The first of these was in 2004. He was beaten 18-8 by Ronnie O’Sullivan but it’s perhaps forgotten that Dott actually led 5-0.
He had arrived in Sheffield with low expectations, bringing with him only two shirts and keeping a grateful nearby dry cleaning shop in business for the fortnight.
Dott had been on a rotten run prior to the championship and frustration finally got the better of him on the way back from another defeat at the Welsh Open, Stopping at a motorway service station, he snapped his cue.
Or at least tried to. It proved so tough that he had to eventually break it by putting his foot through it.
But Dott proved his steel with a gripping 17-15 defeat of Matthew Stevens in the semi-finals. It was the first of a series of epic Crucible victories which underlined the diminutive Scot’s ability to hold it together under pressure.
Another came in 2006 when he edged Neil Robertson 13-12 in the quarter-finals before his dramatic semi-final win over Ronnie O’Sullivan.

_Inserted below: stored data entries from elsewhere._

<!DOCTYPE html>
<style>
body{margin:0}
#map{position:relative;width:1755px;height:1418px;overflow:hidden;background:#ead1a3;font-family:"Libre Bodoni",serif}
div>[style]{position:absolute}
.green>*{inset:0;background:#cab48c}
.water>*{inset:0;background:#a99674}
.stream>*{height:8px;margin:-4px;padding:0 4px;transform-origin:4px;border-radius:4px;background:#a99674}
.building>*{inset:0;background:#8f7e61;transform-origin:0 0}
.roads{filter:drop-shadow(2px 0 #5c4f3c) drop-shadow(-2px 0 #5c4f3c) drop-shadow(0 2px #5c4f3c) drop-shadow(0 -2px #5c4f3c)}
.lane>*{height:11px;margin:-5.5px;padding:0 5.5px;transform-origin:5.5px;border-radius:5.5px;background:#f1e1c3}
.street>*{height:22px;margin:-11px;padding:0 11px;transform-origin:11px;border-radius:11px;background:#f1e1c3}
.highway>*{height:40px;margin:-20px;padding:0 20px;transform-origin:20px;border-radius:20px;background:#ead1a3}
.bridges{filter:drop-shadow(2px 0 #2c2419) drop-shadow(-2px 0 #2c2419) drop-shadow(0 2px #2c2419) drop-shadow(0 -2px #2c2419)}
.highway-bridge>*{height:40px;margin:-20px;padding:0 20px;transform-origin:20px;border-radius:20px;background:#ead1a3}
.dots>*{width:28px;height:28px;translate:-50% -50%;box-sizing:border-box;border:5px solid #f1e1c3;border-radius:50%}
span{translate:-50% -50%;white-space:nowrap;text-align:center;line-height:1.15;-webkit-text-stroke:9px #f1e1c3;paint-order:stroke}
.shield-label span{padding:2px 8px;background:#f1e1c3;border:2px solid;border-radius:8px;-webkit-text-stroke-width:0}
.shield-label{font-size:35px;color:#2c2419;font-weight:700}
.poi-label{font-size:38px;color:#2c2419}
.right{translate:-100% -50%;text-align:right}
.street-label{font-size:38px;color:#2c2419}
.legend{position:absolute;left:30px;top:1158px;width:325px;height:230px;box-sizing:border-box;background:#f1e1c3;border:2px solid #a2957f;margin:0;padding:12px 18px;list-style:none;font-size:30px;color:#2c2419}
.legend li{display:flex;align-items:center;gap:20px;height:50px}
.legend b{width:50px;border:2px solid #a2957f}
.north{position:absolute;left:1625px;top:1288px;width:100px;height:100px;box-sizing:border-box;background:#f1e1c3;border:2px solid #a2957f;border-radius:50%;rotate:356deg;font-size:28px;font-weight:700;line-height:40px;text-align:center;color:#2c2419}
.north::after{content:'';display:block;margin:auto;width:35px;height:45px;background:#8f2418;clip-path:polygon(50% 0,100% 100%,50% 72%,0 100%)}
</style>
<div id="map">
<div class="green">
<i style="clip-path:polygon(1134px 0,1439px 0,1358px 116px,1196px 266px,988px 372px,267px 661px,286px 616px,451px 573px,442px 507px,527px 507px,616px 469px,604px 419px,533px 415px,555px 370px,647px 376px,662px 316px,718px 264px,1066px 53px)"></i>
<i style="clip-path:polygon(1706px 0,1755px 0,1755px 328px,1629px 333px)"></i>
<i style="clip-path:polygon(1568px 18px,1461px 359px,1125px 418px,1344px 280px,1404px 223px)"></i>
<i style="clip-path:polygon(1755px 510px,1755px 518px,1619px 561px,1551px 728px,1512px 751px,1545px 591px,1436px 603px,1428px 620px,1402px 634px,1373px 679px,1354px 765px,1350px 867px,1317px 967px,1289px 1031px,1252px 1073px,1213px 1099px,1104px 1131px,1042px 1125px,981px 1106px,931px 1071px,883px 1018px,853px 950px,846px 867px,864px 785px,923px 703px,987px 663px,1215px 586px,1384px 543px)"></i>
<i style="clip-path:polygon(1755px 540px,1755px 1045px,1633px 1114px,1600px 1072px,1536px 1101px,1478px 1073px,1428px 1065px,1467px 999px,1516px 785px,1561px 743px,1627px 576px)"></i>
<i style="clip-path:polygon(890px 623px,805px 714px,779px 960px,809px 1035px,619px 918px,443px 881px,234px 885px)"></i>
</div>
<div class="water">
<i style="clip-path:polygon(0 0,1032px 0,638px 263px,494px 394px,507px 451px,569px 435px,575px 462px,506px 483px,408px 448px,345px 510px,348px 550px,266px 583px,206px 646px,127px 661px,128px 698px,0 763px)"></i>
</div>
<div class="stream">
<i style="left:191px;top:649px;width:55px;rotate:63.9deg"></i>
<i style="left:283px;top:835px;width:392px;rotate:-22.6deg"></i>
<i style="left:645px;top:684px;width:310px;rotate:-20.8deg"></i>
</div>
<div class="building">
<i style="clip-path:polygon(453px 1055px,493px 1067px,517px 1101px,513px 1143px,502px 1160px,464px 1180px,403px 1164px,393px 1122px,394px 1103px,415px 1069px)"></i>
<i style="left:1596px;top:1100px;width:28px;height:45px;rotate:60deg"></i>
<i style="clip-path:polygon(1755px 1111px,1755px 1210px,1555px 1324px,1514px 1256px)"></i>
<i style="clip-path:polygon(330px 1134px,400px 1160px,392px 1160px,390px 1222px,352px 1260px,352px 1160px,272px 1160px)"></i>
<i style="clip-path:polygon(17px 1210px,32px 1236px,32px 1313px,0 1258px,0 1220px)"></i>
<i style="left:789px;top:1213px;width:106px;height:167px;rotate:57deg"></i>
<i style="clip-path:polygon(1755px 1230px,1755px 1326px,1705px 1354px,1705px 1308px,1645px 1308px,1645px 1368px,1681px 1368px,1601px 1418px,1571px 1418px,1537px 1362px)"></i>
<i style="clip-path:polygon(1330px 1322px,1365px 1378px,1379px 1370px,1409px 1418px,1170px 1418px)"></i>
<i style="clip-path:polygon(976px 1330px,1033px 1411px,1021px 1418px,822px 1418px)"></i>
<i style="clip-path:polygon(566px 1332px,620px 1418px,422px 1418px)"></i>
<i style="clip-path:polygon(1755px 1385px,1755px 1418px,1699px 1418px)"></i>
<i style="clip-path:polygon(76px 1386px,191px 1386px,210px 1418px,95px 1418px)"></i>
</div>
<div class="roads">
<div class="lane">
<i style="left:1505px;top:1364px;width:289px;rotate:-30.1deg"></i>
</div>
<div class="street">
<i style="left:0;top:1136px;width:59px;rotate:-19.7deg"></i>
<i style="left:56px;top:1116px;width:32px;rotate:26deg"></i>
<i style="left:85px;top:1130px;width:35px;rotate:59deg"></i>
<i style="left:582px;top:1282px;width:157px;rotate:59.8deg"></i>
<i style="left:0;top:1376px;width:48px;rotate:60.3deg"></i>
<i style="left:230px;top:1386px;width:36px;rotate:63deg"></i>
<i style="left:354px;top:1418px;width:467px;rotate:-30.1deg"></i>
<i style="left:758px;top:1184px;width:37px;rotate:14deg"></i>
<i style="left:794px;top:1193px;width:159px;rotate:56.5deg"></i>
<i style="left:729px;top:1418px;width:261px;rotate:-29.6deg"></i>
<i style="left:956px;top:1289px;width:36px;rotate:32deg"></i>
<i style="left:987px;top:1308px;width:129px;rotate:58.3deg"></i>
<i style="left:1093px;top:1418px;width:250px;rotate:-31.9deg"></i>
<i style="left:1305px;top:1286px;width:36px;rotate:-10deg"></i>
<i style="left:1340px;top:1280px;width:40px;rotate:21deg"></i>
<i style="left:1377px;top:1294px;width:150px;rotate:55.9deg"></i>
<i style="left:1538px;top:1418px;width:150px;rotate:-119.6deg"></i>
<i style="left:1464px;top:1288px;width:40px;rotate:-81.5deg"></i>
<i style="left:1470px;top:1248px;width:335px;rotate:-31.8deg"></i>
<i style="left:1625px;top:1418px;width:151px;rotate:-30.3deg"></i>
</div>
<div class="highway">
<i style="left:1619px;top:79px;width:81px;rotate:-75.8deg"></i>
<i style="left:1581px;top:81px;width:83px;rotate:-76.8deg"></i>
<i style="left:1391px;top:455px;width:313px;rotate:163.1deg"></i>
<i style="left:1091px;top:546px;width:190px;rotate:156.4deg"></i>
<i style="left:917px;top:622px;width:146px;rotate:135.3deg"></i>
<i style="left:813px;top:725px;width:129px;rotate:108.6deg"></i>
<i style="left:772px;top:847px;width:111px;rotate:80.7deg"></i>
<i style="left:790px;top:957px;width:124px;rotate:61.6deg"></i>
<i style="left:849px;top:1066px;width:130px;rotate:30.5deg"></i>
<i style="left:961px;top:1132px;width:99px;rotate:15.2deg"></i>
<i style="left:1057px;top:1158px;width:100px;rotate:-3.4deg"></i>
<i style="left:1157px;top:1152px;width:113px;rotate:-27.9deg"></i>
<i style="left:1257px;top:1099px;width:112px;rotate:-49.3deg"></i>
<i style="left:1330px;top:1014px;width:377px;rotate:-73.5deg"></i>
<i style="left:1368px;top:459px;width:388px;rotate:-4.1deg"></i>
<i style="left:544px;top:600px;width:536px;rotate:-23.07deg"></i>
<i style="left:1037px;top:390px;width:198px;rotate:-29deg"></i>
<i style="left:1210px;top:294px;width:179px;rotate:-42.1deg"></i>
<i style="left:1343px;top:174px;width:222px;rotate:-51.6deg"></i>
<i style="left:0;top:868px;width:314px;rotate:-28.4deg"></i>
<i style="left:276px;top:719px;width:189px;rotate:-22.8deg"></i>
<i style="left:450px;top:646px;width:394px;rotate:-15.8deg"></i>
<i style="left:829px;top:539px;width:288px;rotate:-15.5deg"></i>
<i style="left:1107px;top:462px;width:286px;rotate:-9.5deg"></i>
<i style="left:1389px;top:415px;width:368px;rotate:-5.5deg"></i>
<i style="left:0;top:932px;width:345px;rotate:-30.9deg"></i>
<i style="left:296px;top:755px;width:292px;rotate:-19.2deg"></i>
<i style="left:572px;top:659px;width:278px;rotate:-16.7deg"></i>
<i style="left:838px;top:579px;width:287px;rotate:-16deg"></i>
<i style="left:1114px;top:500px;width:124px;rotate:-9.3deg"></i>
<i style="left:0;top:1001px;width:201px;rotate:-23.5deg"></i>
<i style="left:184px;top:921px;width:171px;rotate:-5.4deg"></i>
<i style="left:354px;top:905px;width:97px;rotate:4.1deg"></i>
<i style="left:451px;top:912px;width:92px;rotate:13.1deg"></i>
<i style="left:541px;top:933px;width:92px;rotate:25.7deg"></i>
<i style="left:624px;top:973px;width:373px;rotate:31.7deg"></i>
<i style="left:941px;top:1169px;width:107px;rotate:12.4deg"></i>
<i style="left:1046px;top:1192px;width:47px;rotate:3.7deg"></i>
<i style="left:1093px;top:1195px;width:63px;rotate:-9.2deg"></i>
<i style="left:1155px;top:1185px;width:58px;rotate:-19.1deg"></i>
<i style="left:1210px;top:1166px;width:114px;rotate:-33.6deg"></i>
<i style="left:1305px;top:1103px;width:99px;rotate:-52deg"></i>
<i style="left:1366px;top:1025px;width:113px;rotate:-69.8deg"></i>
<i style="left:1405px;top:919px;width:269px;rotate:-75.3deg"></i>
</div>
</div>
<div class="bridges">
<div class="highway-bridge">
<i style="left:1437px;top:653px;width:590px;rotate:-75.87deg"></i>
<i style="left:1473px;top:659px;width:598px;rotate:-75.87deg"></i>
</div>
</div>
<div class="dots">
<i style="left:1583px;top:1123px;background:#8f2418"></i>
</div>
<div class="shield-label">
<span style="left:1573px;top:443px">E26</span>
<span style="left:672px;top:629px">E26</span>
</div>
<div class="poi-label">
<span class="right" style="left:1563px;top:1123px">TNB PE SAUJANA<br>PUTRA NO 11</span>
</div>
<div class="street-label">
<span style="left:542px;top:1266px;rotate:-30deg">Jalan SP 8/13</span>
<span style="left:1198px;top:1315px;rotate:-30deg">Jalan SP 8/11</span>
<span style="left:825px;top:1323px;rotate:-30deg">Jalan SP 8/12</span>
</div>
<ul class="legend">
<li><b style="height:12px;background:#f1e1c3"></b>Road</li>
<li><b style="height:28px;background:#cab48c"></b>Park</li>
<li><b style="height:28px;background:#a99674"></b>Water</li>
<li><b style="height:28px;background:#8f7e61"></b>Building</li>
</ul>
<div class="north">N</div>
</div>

Dott managed to shut out what was happening around him, particularly an opponent apparently breaking down emotionally, and won all eight frames of the third session.
The final against Peter Ebdon was not pretty but it was gripping. Dott’s eventual victory was well earned and was a clear example that, in sport as in life, you only get out what you put in.
All throughout the championship Dott had used a sense of injustice at the way he was regarded in the media as a source of inspiration.
Some of this was real and some imagined, but it scarcely mattered. It fired Dotty up and he used it as a positive, not a negative.
He was in the final again in 2010 after more closely fought wins over Mark Allen and Mark Selby. Exhausted, he lost to Robertson but is one of those players nobody wants to play at the Crucible.
Again last year he proved his steel in the second round against Ali Carter, at one stage in the opening session winning three successive frames on the black.
Dott is often presented as a dour figure but I think it’s more that he’s so competitive. He has sometimes strayed into controversy, with a well publicised spat with Ian McCulloch and an unwise criticism of Steve Davis for taking toilet breaks in their first round match in 2000.
But I admire him for always speaking his mind and not hiding behind meaningless platitudes.
He’s a one-off but more importantly in a snooker sense, has the chops to stand up to the pressure at the Crucible, a place where so many have cracked.